The victim said he spent “three days of hell’ wondering what to do and kept imagining being led away in handcuffs by police or having people point to him in the false belief that he was a child molester. He said he even briefly contemplated suicide.
He said he still has nightmares about being arrested and losing his family.
Eventually, he went to the police and they set up a sting operation in which the man agreed to meet with Fryson in a parking lot. He handed over the $10,000 and the police arrested her.
Fryson was charged with 16 counts that included offenses unrelated to those involving her extortion try. But it looks like it was her abuse of office that got the judge’s attention and he was none too happy about it.
Placer County Superior Court Judge Joseph O”Flaherty… called her extortion attempt “close to the worst crime I”ve seen in my 21 years on the bench.’
“A public official picked out a completely innocent victim for monetary reasons,’ O”Flaherty said. “It”s a despicable crime. You can”t ignore the evilness of this conduct.’
And he didn’t, sentencing Fryson to significant prison time.

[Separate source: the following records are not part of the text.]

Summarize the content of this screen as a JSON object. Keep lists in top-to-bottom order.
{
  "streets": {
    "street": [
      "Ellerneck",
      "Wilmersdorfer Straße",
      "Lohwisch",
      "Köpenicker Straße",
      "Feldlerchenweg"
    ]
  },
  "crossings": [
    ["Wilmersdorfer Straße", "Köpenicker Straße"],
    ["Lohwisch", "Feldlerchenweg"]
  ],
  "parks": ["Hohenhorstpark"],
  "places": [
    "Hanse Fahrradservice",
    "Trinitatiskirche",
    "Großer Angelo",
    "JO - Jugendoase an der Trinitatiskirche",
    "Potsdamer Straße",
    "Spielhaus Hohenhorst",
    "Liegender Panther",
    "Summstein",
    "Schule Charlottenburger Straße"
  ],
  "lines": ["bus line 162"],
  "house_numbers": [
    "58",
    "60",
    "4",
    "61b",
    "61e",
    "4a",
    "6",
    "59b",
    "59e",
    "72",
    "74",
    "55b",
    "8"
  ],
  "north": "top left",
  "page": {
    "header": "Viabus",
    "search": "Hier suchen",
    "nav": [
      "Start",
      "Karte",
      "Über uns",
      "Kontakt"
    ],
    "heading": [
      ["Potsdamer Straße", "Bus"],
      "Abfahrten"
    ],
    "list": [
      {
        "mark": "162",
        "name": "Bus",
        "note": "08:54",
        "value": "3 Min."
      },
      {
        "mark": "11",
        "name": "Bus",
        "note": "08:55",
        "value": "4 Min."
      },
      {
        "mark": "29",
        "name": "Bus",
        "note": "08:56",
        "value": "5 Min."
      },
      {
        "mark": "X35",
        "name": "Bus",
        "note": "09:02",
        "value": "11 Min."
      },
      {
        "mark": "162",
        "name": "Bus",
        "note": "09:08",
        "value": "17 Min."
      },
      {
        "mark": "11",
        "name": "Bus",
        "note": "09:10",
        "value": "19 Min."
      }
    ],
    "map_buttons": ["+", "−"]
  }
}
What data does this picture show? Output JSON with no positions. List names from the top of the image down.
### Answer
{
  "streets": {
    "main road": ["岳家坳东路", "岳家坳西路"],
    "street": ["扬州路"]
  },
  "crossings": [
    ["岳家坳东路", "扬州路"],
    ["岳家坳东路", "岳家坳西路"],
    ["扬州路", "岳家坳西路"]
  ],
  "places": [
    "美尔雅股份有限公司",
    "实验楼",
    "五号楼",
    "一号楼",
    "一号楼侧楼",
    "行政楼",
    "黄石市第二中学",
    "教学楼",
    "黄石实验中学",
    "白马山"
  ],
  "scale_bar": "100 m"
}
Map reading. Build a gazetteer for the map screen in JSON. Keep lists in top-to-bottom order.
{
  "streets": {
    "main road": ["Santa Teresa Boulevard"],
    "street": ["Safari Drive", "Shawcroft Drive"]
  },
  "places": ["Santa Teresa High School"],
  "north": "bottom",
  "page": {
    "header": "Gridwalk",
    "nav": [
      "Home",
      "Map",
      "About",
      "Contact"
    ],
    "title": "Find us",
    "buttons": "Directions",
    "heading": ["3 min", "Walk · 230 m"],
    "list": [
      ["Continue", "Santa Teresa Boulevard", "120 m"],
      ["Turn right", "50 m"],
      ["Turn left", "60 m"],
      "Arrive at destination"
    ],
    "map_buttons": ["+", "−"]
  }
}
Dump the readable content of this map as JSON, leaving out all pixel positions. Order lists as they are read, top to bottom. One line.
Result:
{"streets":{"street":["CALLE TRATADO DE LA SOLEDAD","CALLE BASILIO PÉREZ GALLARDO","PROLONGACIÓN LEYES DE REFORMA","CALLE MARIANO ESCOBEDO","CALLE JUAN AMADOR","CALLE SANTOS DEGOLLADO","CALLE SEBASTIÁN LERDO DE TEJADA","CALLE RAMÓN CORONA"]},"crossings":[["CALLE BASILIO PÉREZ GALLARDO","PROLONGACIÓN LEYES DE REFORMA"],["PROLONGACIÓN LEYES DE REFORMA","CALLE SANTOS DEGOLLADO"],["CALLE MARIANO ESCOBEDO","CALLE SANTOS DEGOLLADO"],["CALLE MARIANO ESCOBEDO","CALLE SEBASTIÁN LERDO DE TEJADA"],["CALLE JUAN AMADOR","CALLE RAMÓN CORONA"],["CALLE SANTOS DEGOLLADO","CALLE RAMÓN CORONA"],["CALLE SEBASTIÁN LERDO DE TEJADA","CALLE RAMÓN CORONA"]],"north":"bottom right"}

The lesson is simple: place power in people’s hands and someone will be sure to abuse it.
But there’s more. I’d say it’s no accident that what Fryson charged the man with is a sex crime. The semi-hysterical view our society continues to take about sex is never far from public awareness because, in our fine old Calvinist way, we just can’t seem to take a balanced view of sex.
It’s no accident that the entirely fabricated daycare scandals of the 1980s and 1990s were about, not simply child abuse, but about child sexual abuse. It’s the aspect of sex that gave them their urgency, that extra element of luridness that allowed otherwise sane adults to believe the patently unbelievable.
Read any account of the allegations in the McMartin Pre-School cases or the Fells Acres cases. Then realize that intelligent adults came to believe them and you get an idea of what I’m talking about. When physically unharmed children talk about sexual abuse with large butcher knives while tied to trees in plain public view, and adults believe them and indeed have put those ideas in their heads in the first place, you know you’re through the looking glass.
What put you there? I say that, in this society at least, it’s sex. When all else fails, it’s the one thing that can make normally skeptical people utterly credulous.
We learned that back in the 80s and 90s and we’ve tried to take steps to prevent future witch hunts. But still it crops up, and more often than you’d think, as people like Tonya Craft learn to their dismay. Craft was acquitted a few months ago of 22 counts of the most unlikely charges of sexual abuse of kindergarteners in her care.
The point being that, out of all the possible false allegations that can be made, those involving sex, and particularly sex with a child, are the most likely to find a gullible audience. My guess is that people like Yolanda Fryson know that, if not consciously, then as a matter of intuition.